--- Assigned task ---
Leave the images out, and otherwise write out each entry exactly.

--- Material provided ---
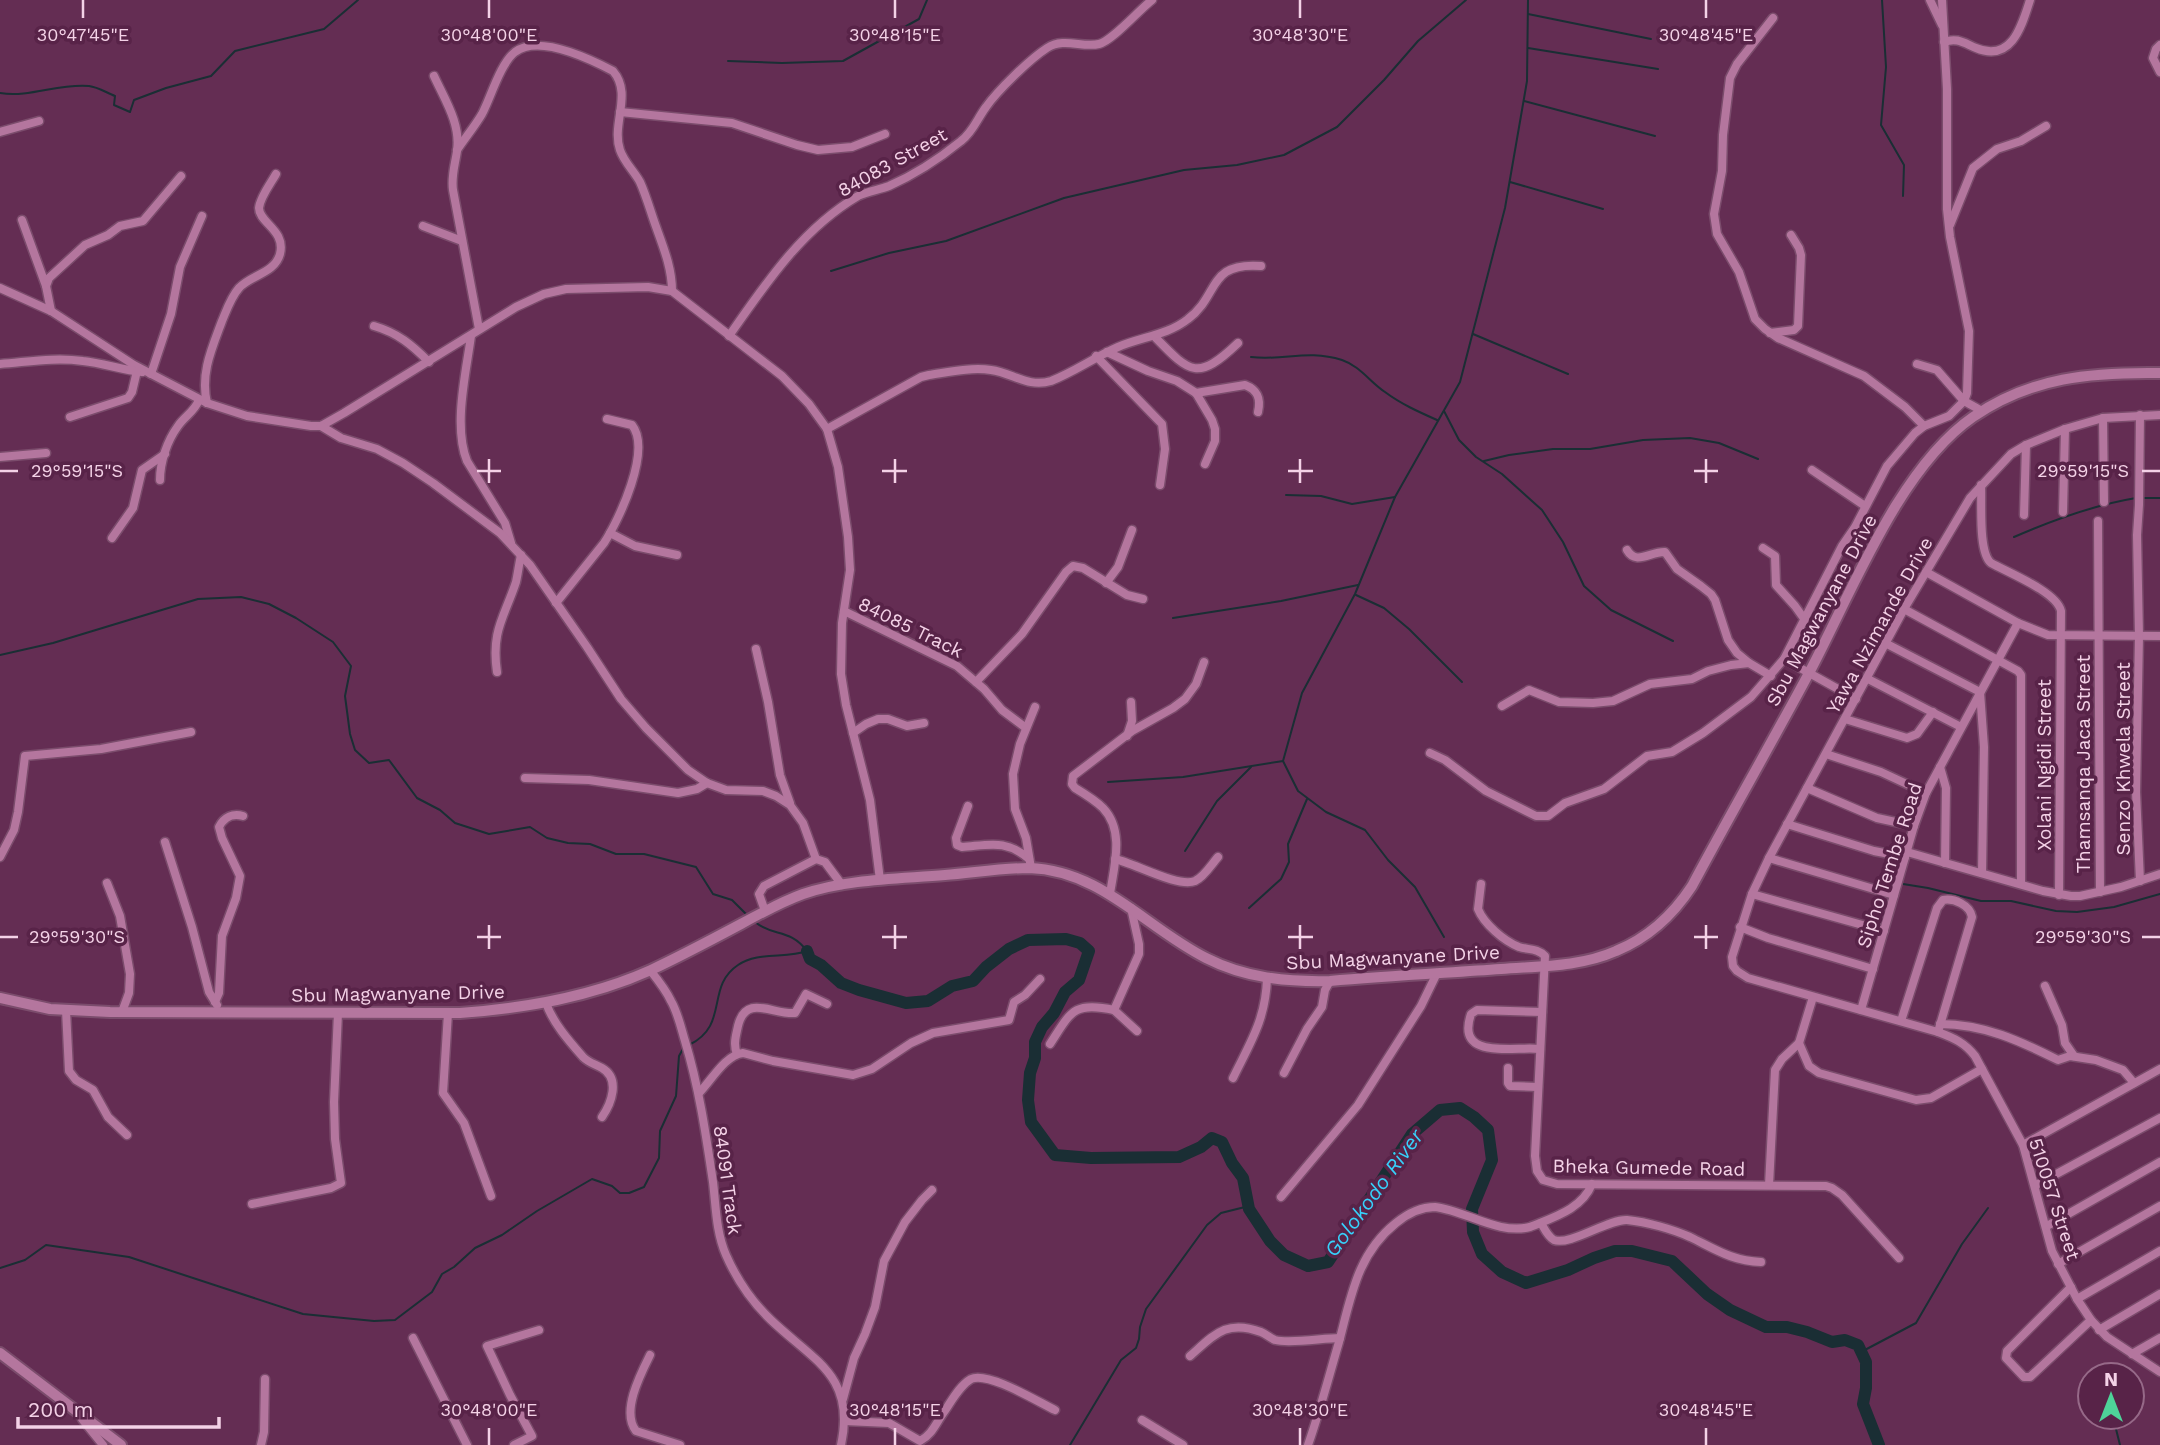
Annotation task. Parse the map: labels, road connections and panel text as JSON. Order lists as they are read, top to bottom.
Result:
{
  "streets": {
    "main road": ["Sbu Magwanyane Drive"],
    "street": [
      "84083 Street",
      "Yawa Nzimande Drive",
      "84085 Track",
      "Senzo Khwela Street",
      "Thamsanqa Jaca Street",
      "Xolani Ngidi Street",
      "Sipho Tembe Road",
      "Bheka Gumede Road",
      "84091 Track",
      "510057 Street"
    ]
  },
  "crossings": [
    ["Sbu Magwanyane Drive", "Bheka Gumede Road"],
    ["Sbu Magwanyane Drive", "84091 Track"],
    ["Yawa Nzimande Drive", "Senzo Khwela Street"],
    ["Yawa Nzimande Drive", "Xolani Ngidi Street"],
    ["Yawa Nzimande Drive", "510057 Street"],
    ["Sipho Tembe Road", "510057 Street"]
  ],
  "water": ["Golokodo River"],
  "scale_bar": "200 m",
  "north": "top",
  "coordinates": [
    "30°47'45\"E",
    "30°48'00\"E",
    "30°48'15\"E",
    "30°48'30\"E",
    "30°48'45\"E",
    "29°59'15\"S",
    "29°59'30\"S"
  ]
}
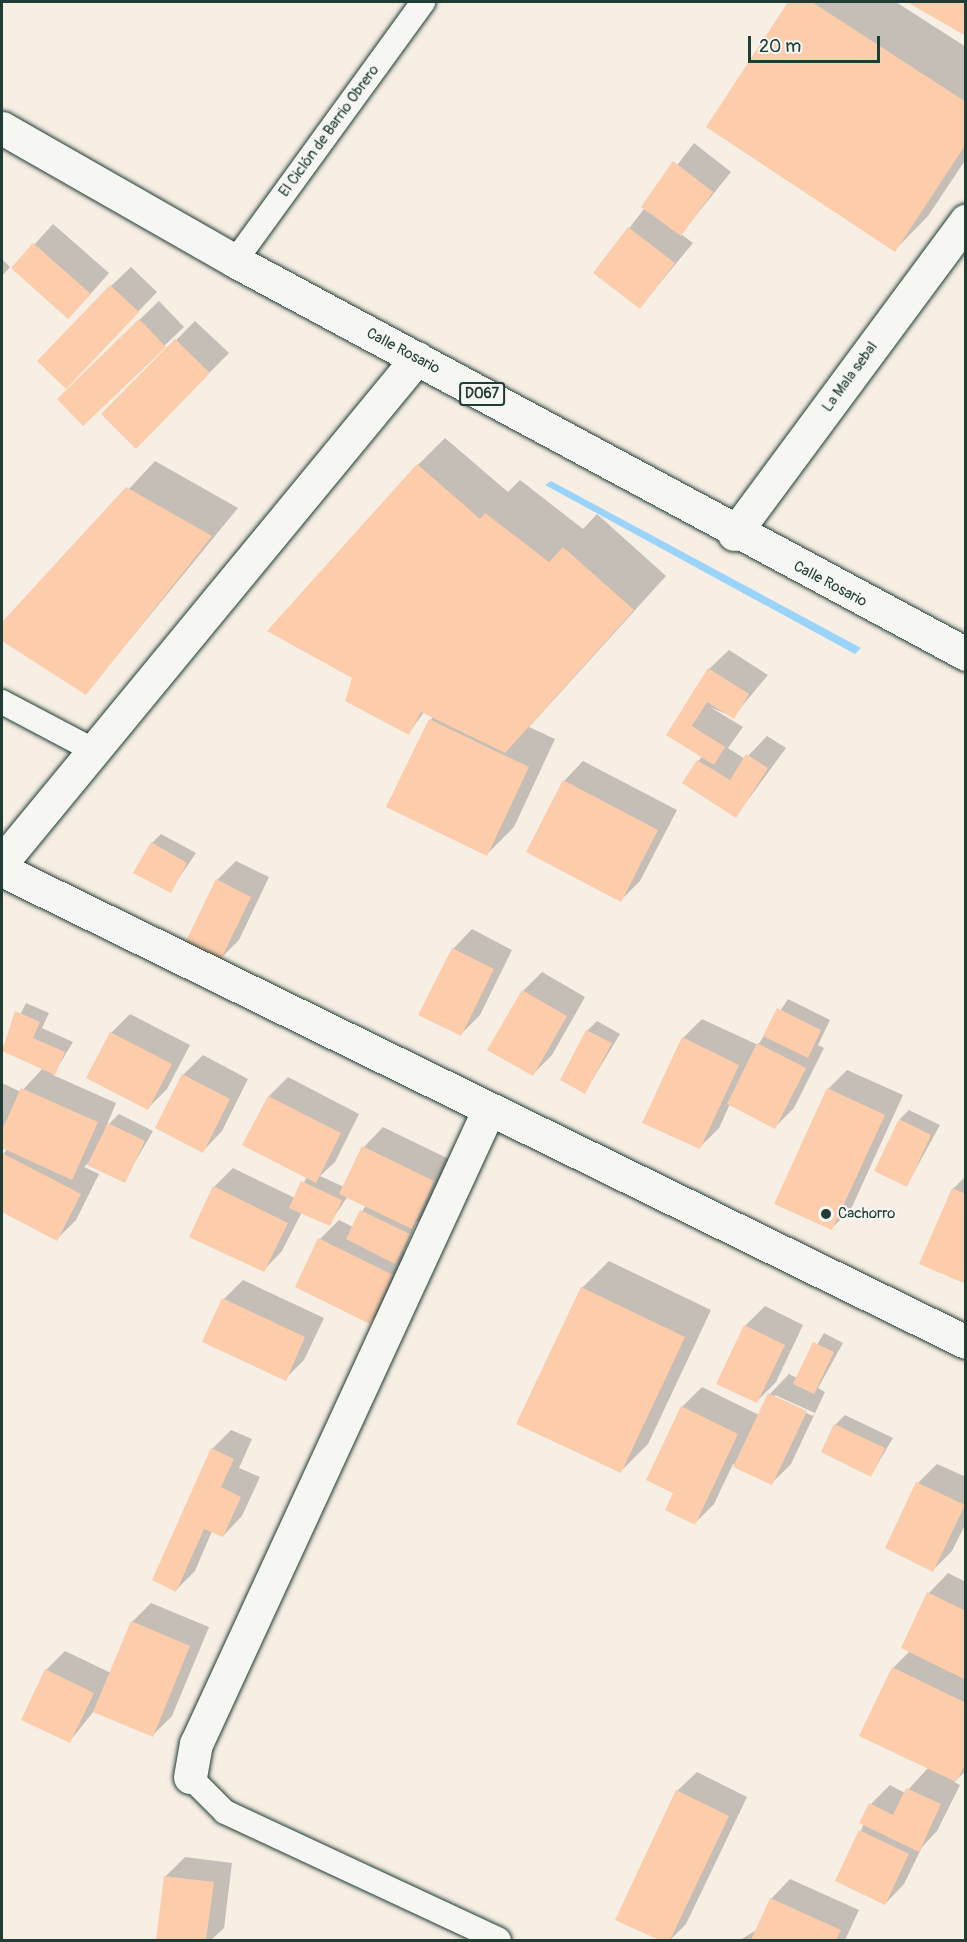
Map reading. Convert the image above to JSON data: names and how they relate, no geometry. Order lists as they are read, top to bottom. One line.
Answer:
{"streets":{"street":["Calle Rosario","La Mala sebal","D067"],"lane":["El Ciclón de Barrio Obrero"]},"crossings":[["El Ciclón de Barrio Obrero","Calle Rosario"],["Calle Rosario","La Mala sebal"]],"places":["Cachorro"],"scale_bar":"20 m"}
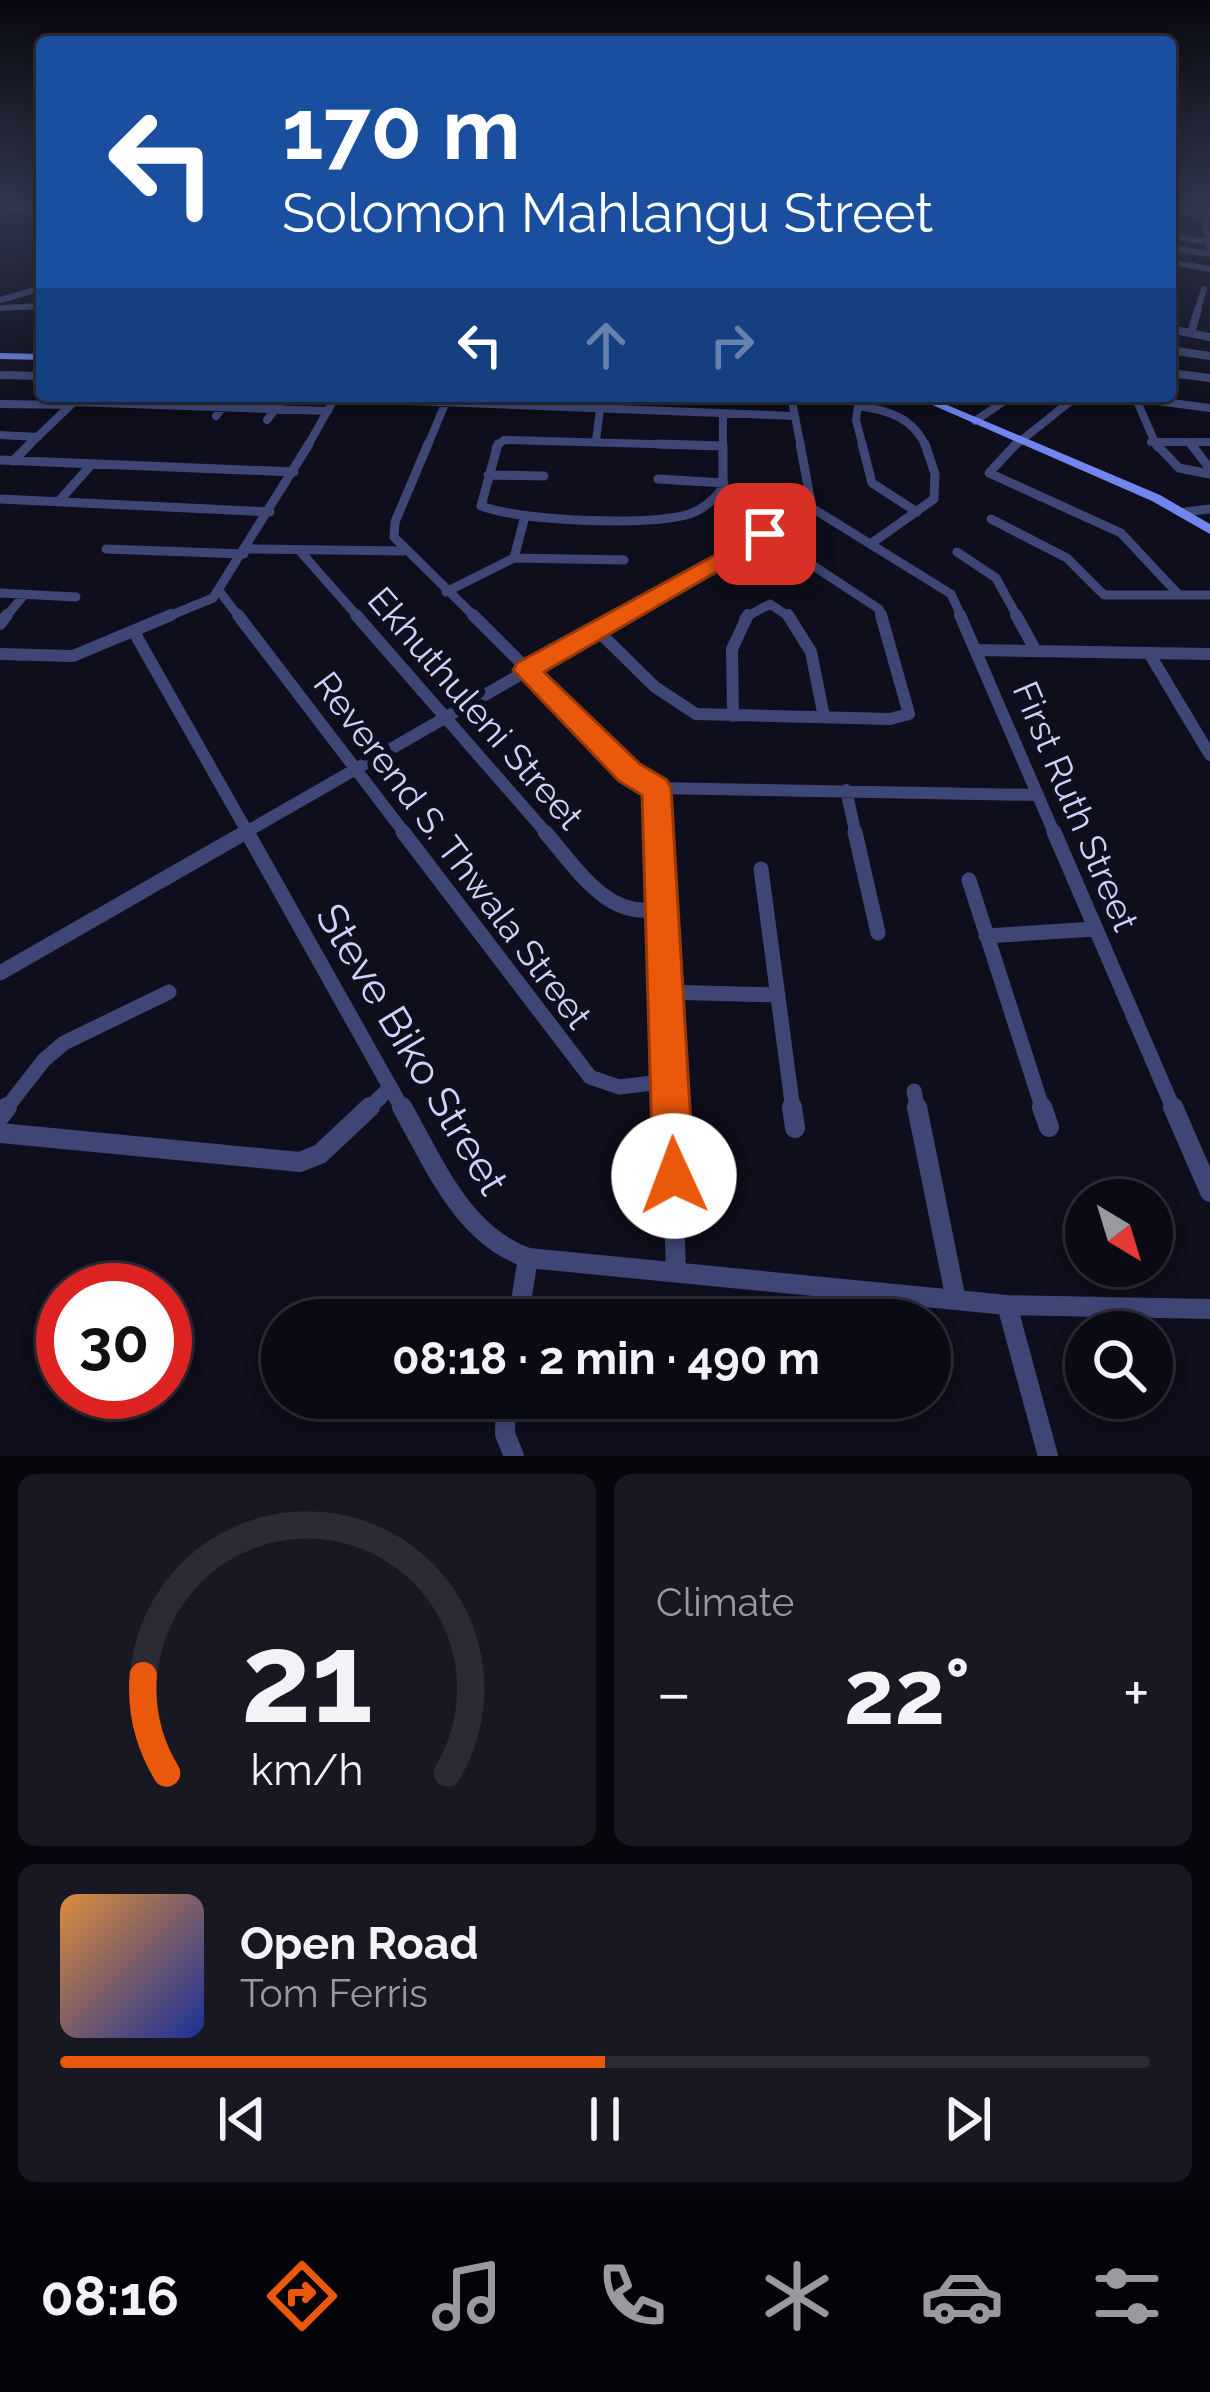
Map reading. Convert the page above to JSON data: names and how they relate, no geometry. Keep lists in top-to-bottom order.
{
  "streets": {
    "street": [
      "Ekhuthuleni Street",
      "First Ruth Street",
      "Reverend S. Thwala Street",
      "Steve Biko Street"
    ]
  },
  "north": "bottom right",
  "page": {
    "turn": ["170 m", "Solomon Mahlangu Street"],
    "limit": "30",
    "trip": "08:18 · 2 min · 490 m",
    "tile": "Climate",
    "heat": ["−", "22°", "+"],
    "song": ["Open Road", "Tom Ferris"],
    "tabs": "08:16",
    "gauge": ["21", "km/h"]
  }
}
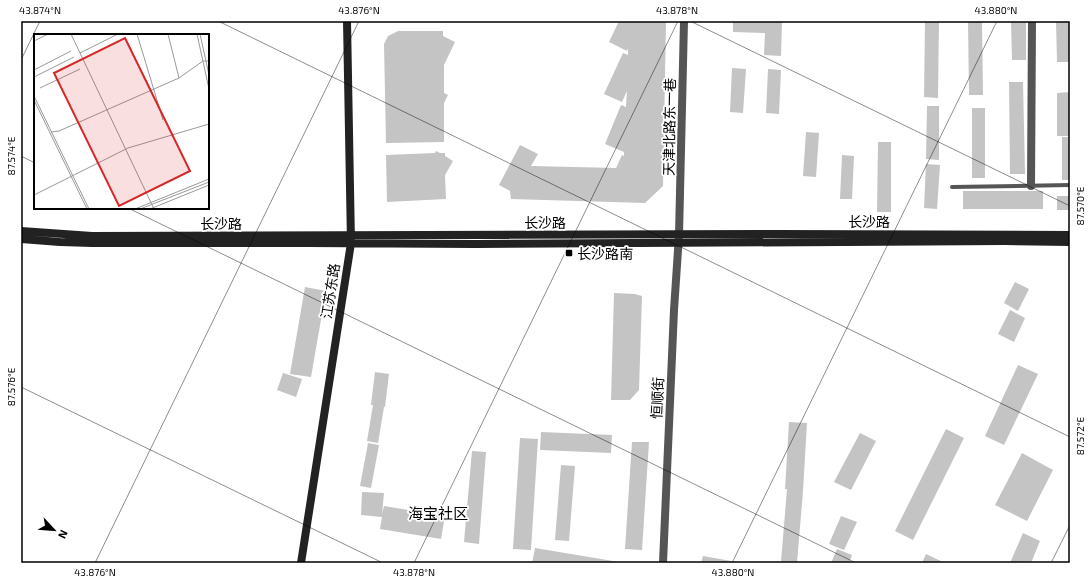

--- Solution ---
Annotation task. Parse the map: labels, road connections and panel text as JSON. Order lists as they are read, top to bottom.
Result:
{
  "streets": {
    "main road": ["Sbu Magwanyane Drive"],
    "street": [
      "84083 Street",
      "Yawa Nzimande Drive",
      "84085 Track",
      "Senzo Khwela Street",
      "Thamsanqa Jaca Street",
      "Xolani Ngidi Street",
      "Sipho Tembe Road",
      "Bheka Gumede Road",
      "84091 Track",
      "510057 Street"
    ]
  },
  "crossings": [
    ["Sbu Magwanyane Drive", "Bheka Gumede Road"],
    ["Sbu Magwanyane Drive", "84091 Track"],
    ["Yawa Nzimande Drive", "Senzo Khwela Street"],
    ["Yawa Nzimande Drive", "Xolani Ngidi Street"],
    ["Yawa Nzimande Drive", "510057 Street"],
    ["Sipho Tembe Road", "510057 Street"]
  ],
  "water": ["Golokodo River"],
  "scale_bar": "200 m",
  "north": "top",
  "coordinates": [
    "30°47'45\"E",
    "30°48'00\"E",
    "30°48'15\"E",
    "30°48'30\"E",
    "30°48'45\"E",
    "29°59'15\"S",
    "29°59'30\"S"
  ]
}
Map reading. Convert the image above to JSON data: names and how they relate, no geometry. Order lists as they are read, top to bottom. One line.
Answer:
{"streets":{"street":["Calle Rosario","La Mala sebal","D067"],"lane":["El Ciclón de Barrio Obrero"]},"crossings":[["El Ciclón de Barrio Obrero","Calle Rosario"],["Calle Rosario","La Mala sebal"]],"places":["Cachorro"],"scale_bar":"20 m"}
Map reading. Convert the page above to JSON data: names and how they relate, no geometry. Keep lists in top-to-bottom order.
{
  "streets": {
    "street": [
      "Ekhuthuleni Street",
      "First Ruth Street",
      "Reverend S. Thwala Street",
      "Steve Biko Street"
    ]
  },
  "north": "bottom right",
  "page": {
    "turn": ["170 m", "Solomon Mahlangu Street"],
    "limit": "30",
    "trip": "08:18 · 2 min · 490 m",
    "tile": "Climate",
    "heat": ["−", "22°", "+"],
    "song": ["Open Road", "Tom Ferris"],
    "tabs": "08:16",
    "gauge": ["21", "km/h"]
  }
}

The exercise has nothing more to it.